Bereits kurz nach der Marktreife wurde das Medikament nicht mehr nur von kranken Menschen konsumiert. Auch Ausdauersportler entdeckten schnell die Vorzüge von EPO, das seit 1990 auf der Dopingliste steht. Durch die regelmäßige Einnahme von synthetischem EPO konnten sie Effekte erzielen wie sonst nur nach mehrwöchigem Höhentraining: Anstatt den Körper durch Belastung in sauerstoffarmer Umgebung gewissermaßen zur Produktion von Erythrozyten zu „zwingen“ (Hypoxie), konnte durch gezielte EPO-Dosierung der gleiche Effekt erzielt werden.



Gefahrlos ist das Doping mit EPO allerdings nicht: EPO ist für Menschen mit Mangelerscheinungen konzipiert worden, nicht für Gesunde.

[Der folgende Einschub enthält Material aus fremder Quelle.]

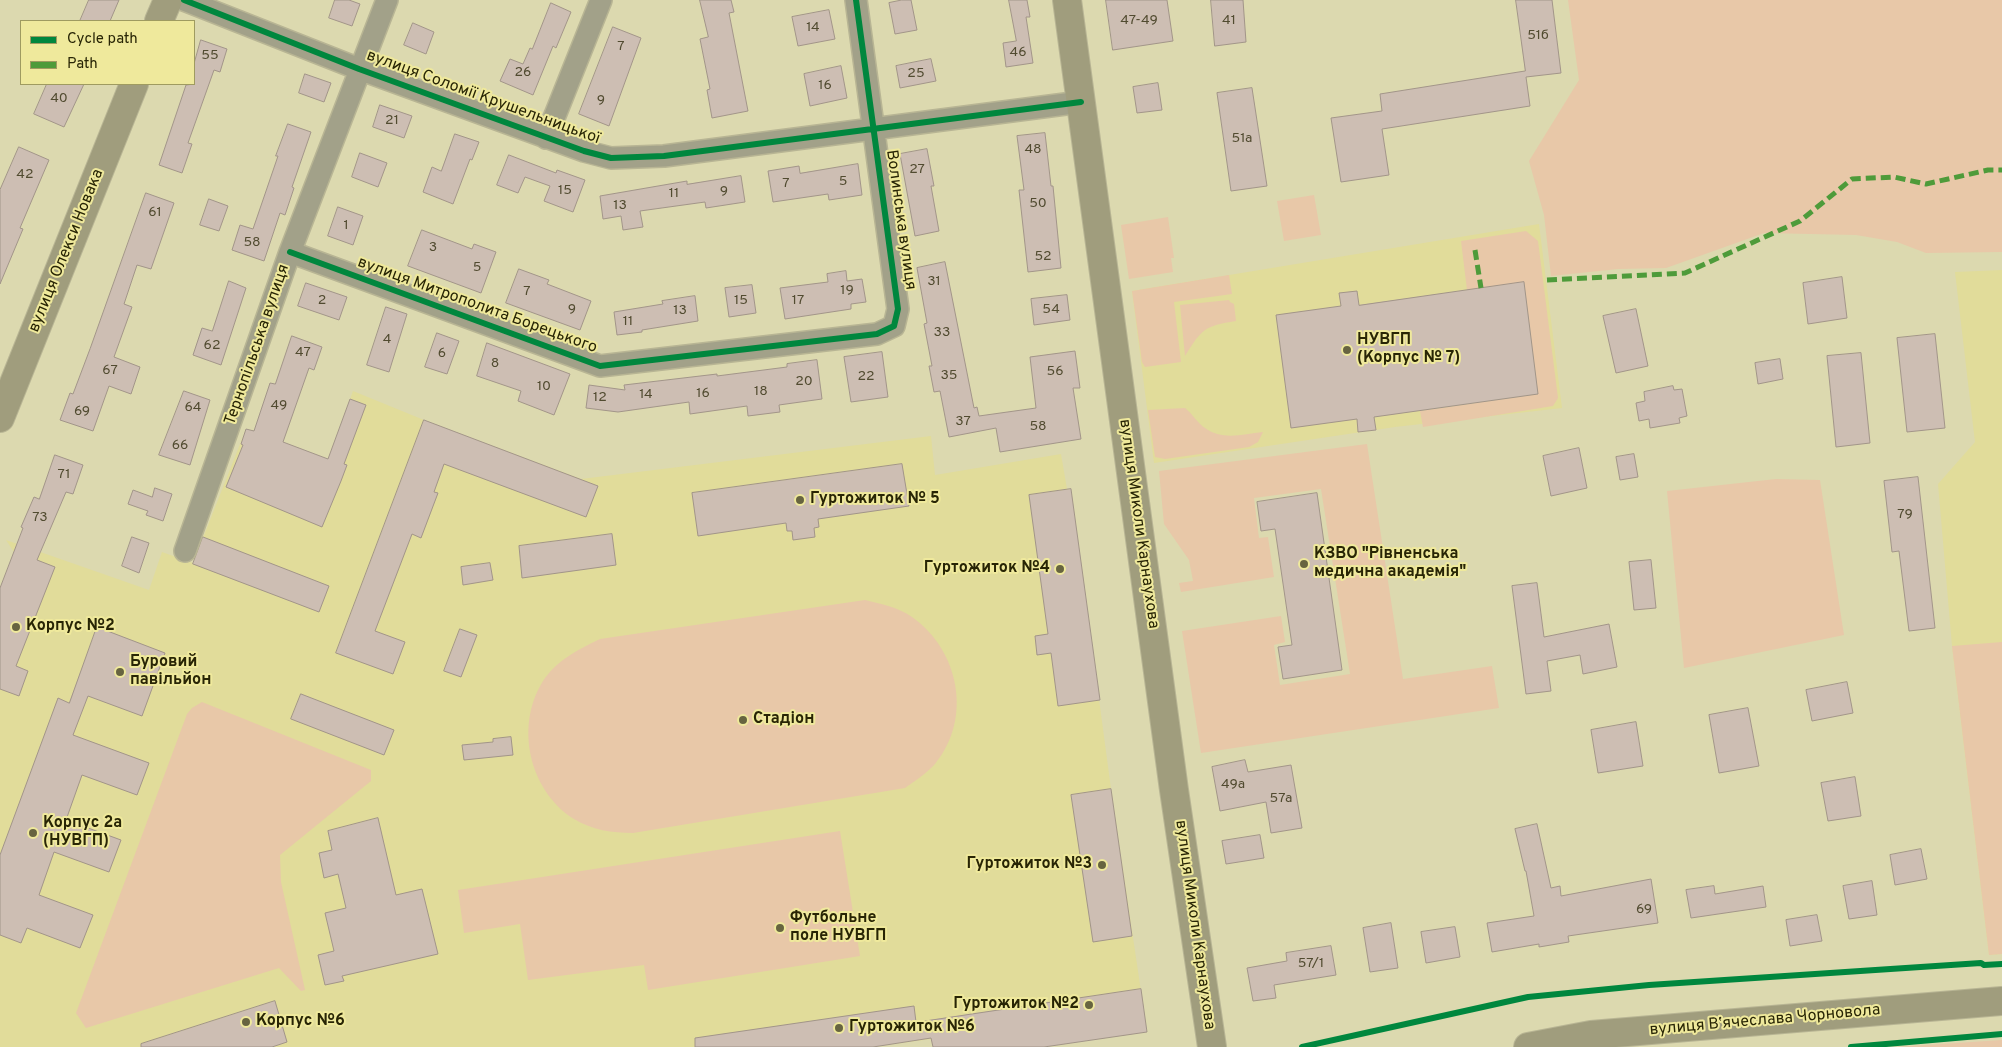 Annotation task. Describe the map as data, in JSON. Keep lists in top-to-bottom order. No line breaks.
{"streets":{"main road":["вулиця Олекси Новака","вулиця Миколи Карнаухова","вулиця Вʼячеслава Чорновола"],"street":["вулиця Соломії Крушельницької","Волинська вулиця","вулиця Митрополита Борецького","Тернопільська вулиця"]},"crossings":[["вулиця Соломії Крушельницької","Волинська вулиця"],["вулиця Соломії Крушельницької","Тернопільська вулиця"],["вулиця Соломії Крушельницької","вулиця Миколи Карнаухова"],["Волинська вулиця","вулиця Митрополита Борецького"],["вулиця Митрополита Борецького","Тернопільська вулиця"]],"places":["НУВГП (Корпус № 7)","Гуртожиток № 5","КЗВО \"Рівненська медична академія\"","Гуртожиток №4","Корпус №2","Буровий павільйон","Стадіон","Корпус 2а (НУВГП)","Гуртожиток №3","Футбольне поле НУВГП","Гуртожиток №2","Корпус №6","Гуртожиток №6"],"house_numbers":["47-49","41","14","51б","7","46","55","26","25","16","40","9","21","51а","48","27","42","5","7","15","9","11","50","13","61","1","58","3","52","5","31","19","7","2","15","17","9","54","13","11","33","4","62","47","6","8","67","56","35","22","20","10","18","16","14","12","49","64","69","37","58","66","71","79","73","49а","57а","69","57/1"],"legend":["Cycle path","Path"]} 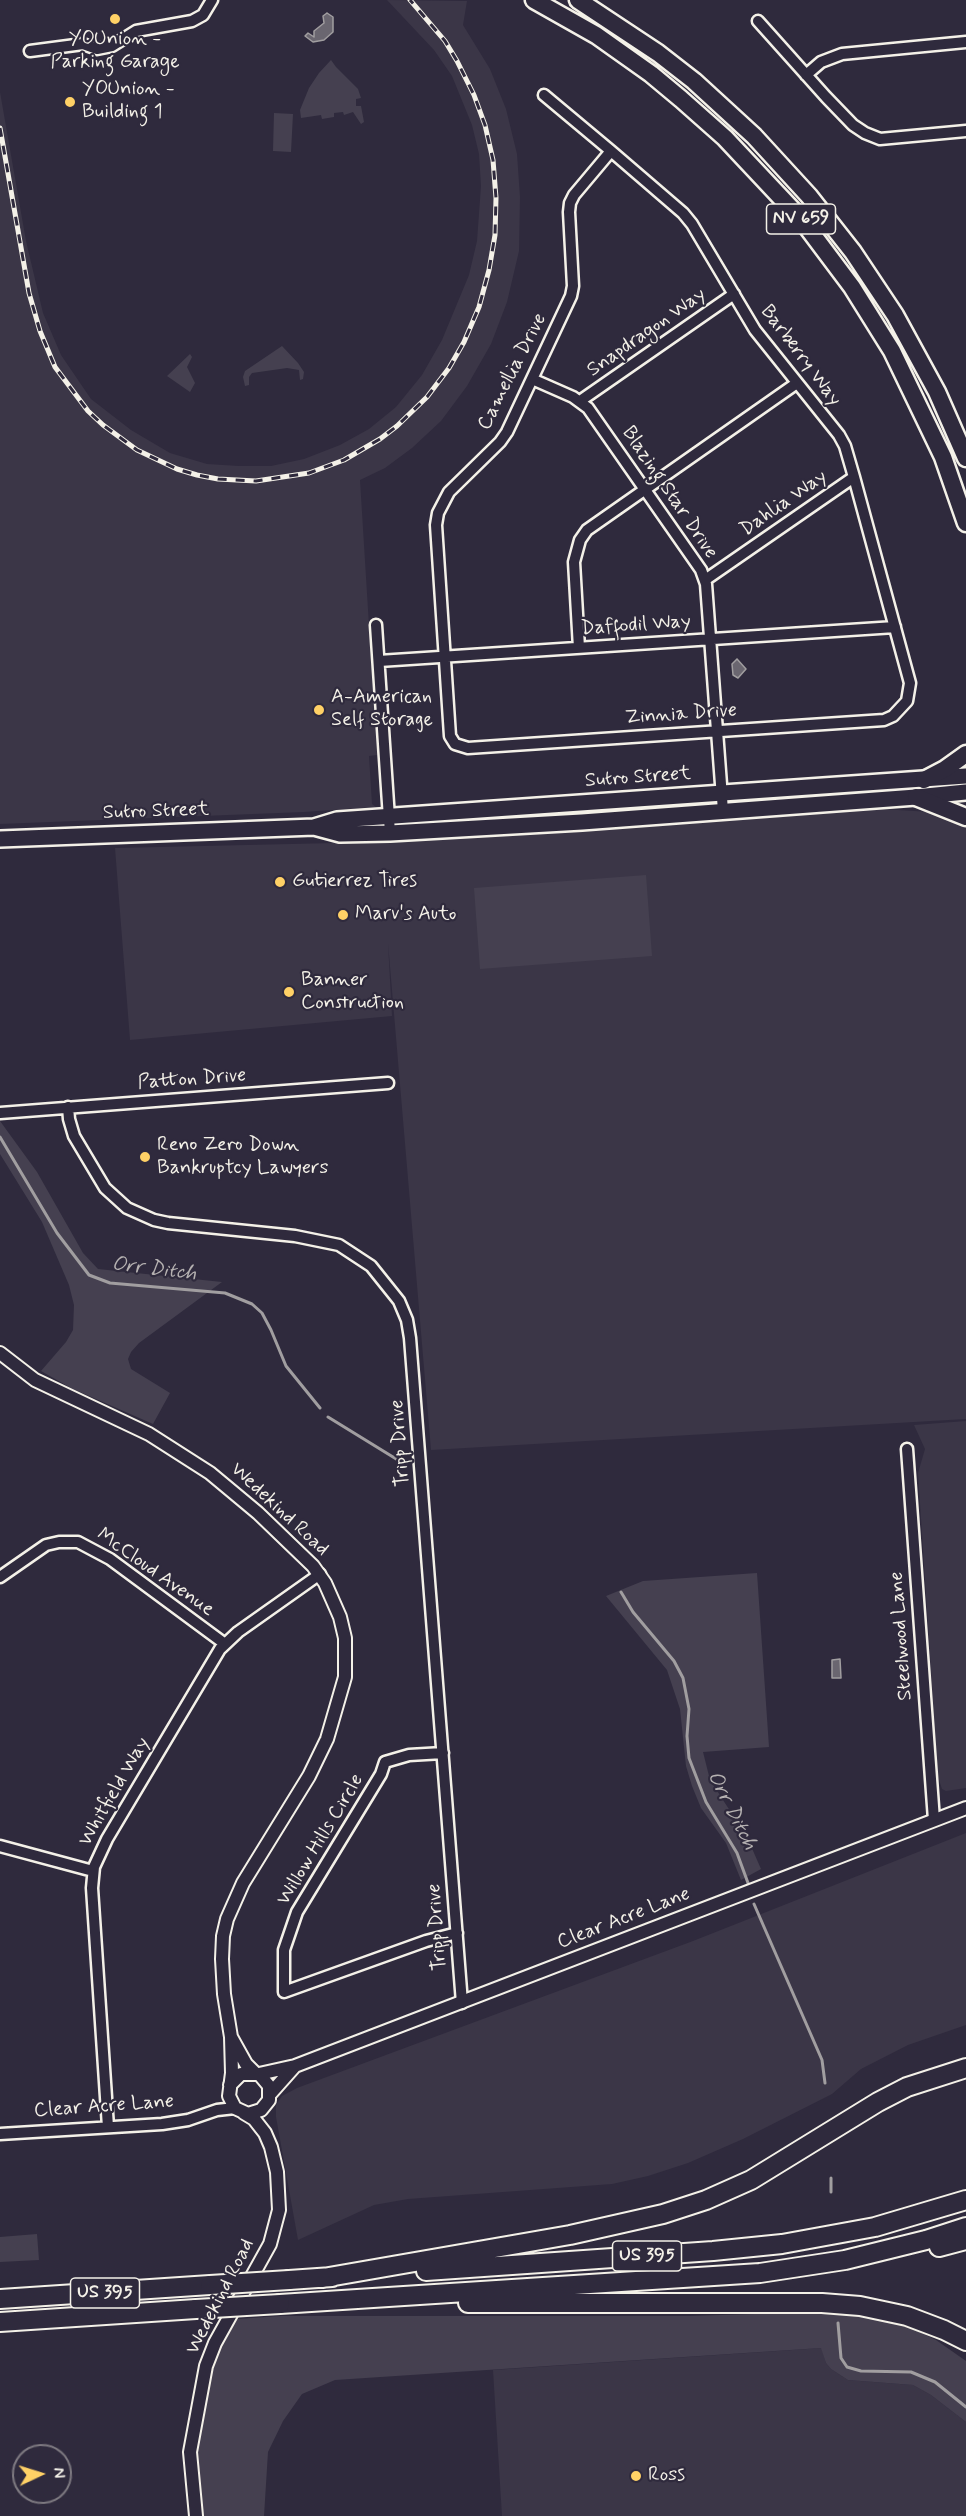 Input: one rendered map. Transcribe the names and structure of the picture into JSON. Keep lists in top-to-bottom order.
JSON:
{
  "streets": {
    "highway": ["US 395"],
    "main road": ["NV 659", "Sutro Street"],
    "street": [
      "Snapdragon Way",
      "Barberry Way",
      "Camellia Drive",
      "Blazing Star Drive",
      "Dahlia Way",
      "Daffodil Way",
      "Zinnia Drive",
      "Patton Drive",
      "Tripp Drive",
      "Wedekind Road",
      "McCloud Avenue",
      "Steelwood Lane",
      "Whitfield Way",
      "Willow Hills Circle",
      "Clear Acre Lane"
    ]
  },
  "crossings": [
    ["Snapdragon Way", "Barberry Way"],
    ["Snapdragon Way", "Blazing Star Drive"],
    ["Barberry Way", "Camellia Drive"],
    ["Barberry Way", "Dahlia Way"],
    ["Barberry Way", "Daffodil Way"],
    ["Barberry Way", "Zinnia Drive"],
    ["Camellia Drive", "Blazing Star Drive"],
    ["Camellia Drive", "Daffodil Way"],
    ["Camellia Drive", "Zinnia Drive"],
    ["Blazing Star Drive", "Dahlia Way"],
    ["Blazing Star Drive", "Daffodil Way"],
    ["Blazing Star Drive", "Zinnia Drive"],
    ["Blazing Star Drive", "Sutro Street"],
    ["Patton Drive", "Tripp Drive"],
    ["Tripp Drive", "Willow Hills Circle"],
    ["Tripp Drive", "Clear Acre Lane"],
    ["Wedekind Road", "Whitfield Way"],
    ["Wedekind Road", "Clear Acre Lane"],
    ["McCloud Avenue", "Whitfield Way"],
    ["Steelwood Lane", "Clear Acre Lane"],
    ["Whitfield Way", "Clear Acre Lane"]
  ],
  "water": ["Orr Ditch"],
  "places": [
    "YOUnion - Parking Garage",
    "YOUnion - Building 1",
    "A-American Self Storage",
    "Gutierrez Tires",
    "Marv's Auto",
    "Banner Construction",
    "Reno Zero Down Bankruptcy Lawyers",
    "Ross"
  ],
  "north": "right"
} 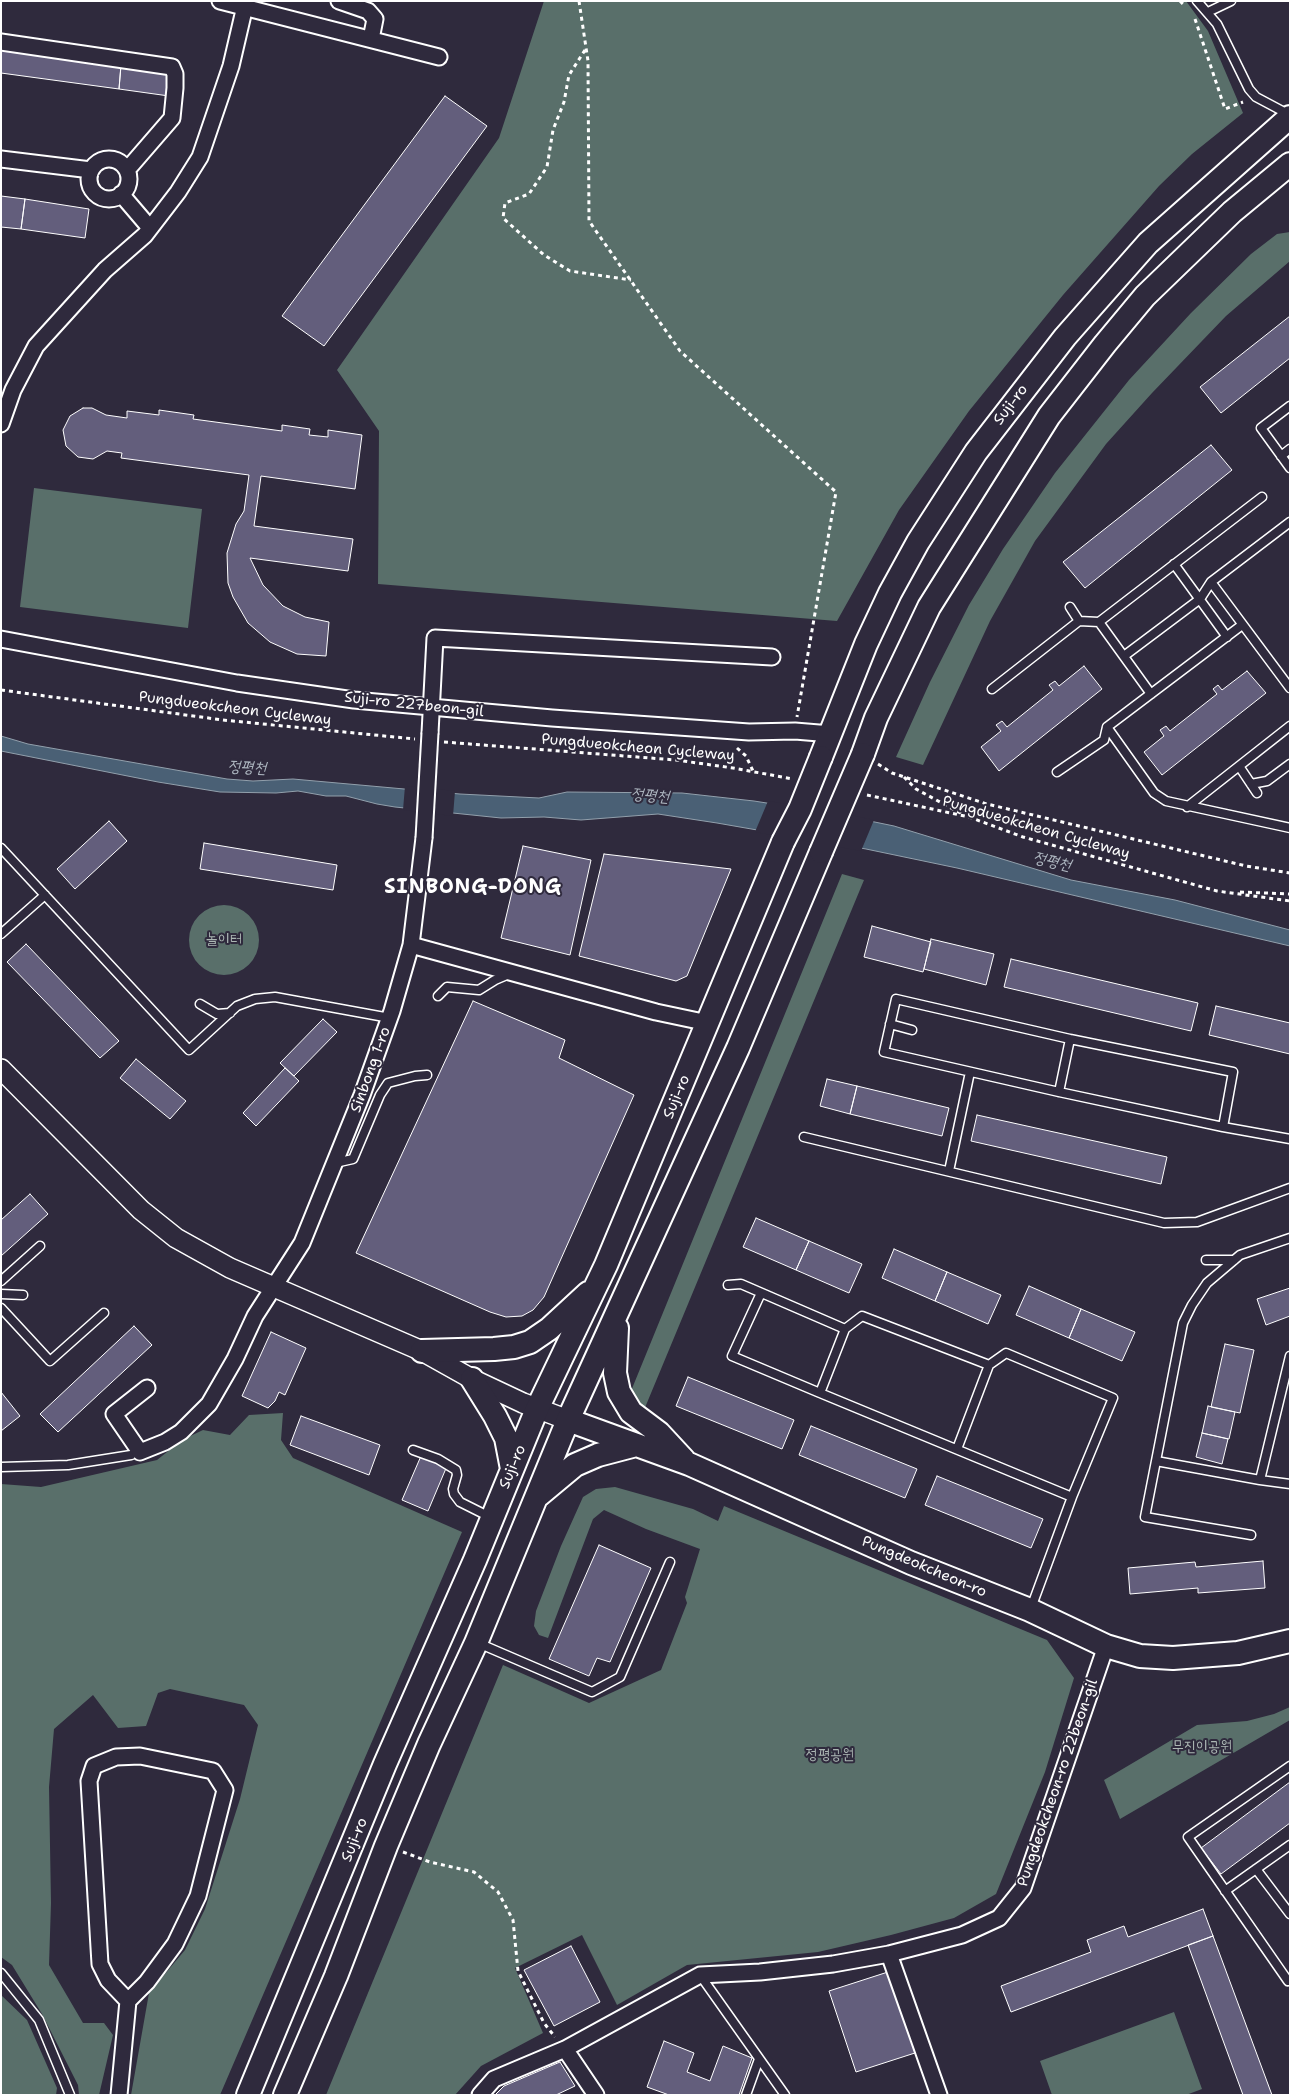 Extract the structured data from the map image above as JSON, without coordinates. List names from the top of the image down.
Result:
{
  "streets": {
    "main road": ["Suji-ro", "Pungdeokcheon-ro"],
    "street": ["Suji-ro 227beon-gil", "Sinbong 1-ro", "Pungdeokcheon-ro 22beon-gil"],
    "path": ["Pungdueokcheon Cycleway"]
  },
  "crossings": [
    ["Suji-ro", "Suji-ro 227beon-gil"],
    ["Suji-ro", "Pungdeokcheon-ro"],
    ["Pungdueokcheon Cycleway", "Sinbong 1-ro"],
    ["Pungdeokcheon-ro", "Pungdeokcheon-ro 22beon-gil"]
  ],
  "districts": ["SINBONG-DONG"],
  "water": ["정평천"],
  "parks": ["놀이터", "무진이공원", "정평공원"]
}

Wenn also ein Mensch mit ausreichend hEPO zu viel rEPO zu sich nimmt, wird sein Blut zu dick. Die Folge ist ein erhöhtes Thrombose-Risiko (Verklumpung des Blutes). Auch die Herzinfarkt- bzw. Hirnschlagwahrscheinlichkeit nimmt zu.


Nachweisbarkeit von EPO-Doping


Jahrelang bot EPO den Vorteil, in Dopingkontrollen nicht nachweisbar zu sein. Das vom Organismus produzierte Erythropoetin (hEPO) konnte nicht vom synthetisch hergestellten rEPO unterschieden werden. Bis vor wenigen Jahren war es lediglich möglich, EPO-Konsum anhand des Hämatokritwertes (Verhältnis zwischen festen und flüssigen Bestandteilen im Blut) zu indizieren. Bei einem zu hohen Wert bekamen die betroffenen Sportler allerdings nur eine Schutzsperre aufgebrummt.

Diese Methode war und ist allerdings umstritten. Zum einen wurde der Grenzwert von der Welt-Anti-Doping-Agentur (WADA) relativ willkürlich gesetzt (50 Prozent). Zum anderen gibt es Athleten, die von Natur aus einen höheren Hämatokritwert haben als der Durchschnitt. Auf diese Weise konnten in der Vergangenheit Sportler mit einem zu hohen Wert immer wieder Ausnahmeregelungen bzw. verkürzte (schutz-)Sperren erwirken.

Im Jahr 2000 entwickelten die französischen Forscher Lasne und de Ceaurriz schließlich ein Verfahren zum direkten Nachweis von rEPO im Urin: Durch die IEF-Methode (Isoelektrische Fokussierung) ist die Forschung in der Lage, die unterschiedlich schweren humanen und rekombinanten EPO-Moleküle elektrisch voneinander zu trennen. So lässt sich sicher feststellen, ob ein Sportler mehr als das von ihm selbst produzierte Erythropoetin im Körper hat. Allerdings konnten die Franzosen EPO nur zwei Tage nach der Einnahme nachweisen. Im selben Jahr entwickelte ein australisches Forscherteam einen EPO-Bluttest, der die Substanz bis zu sechs Wochen nach der Aufnahme nachweisen kann.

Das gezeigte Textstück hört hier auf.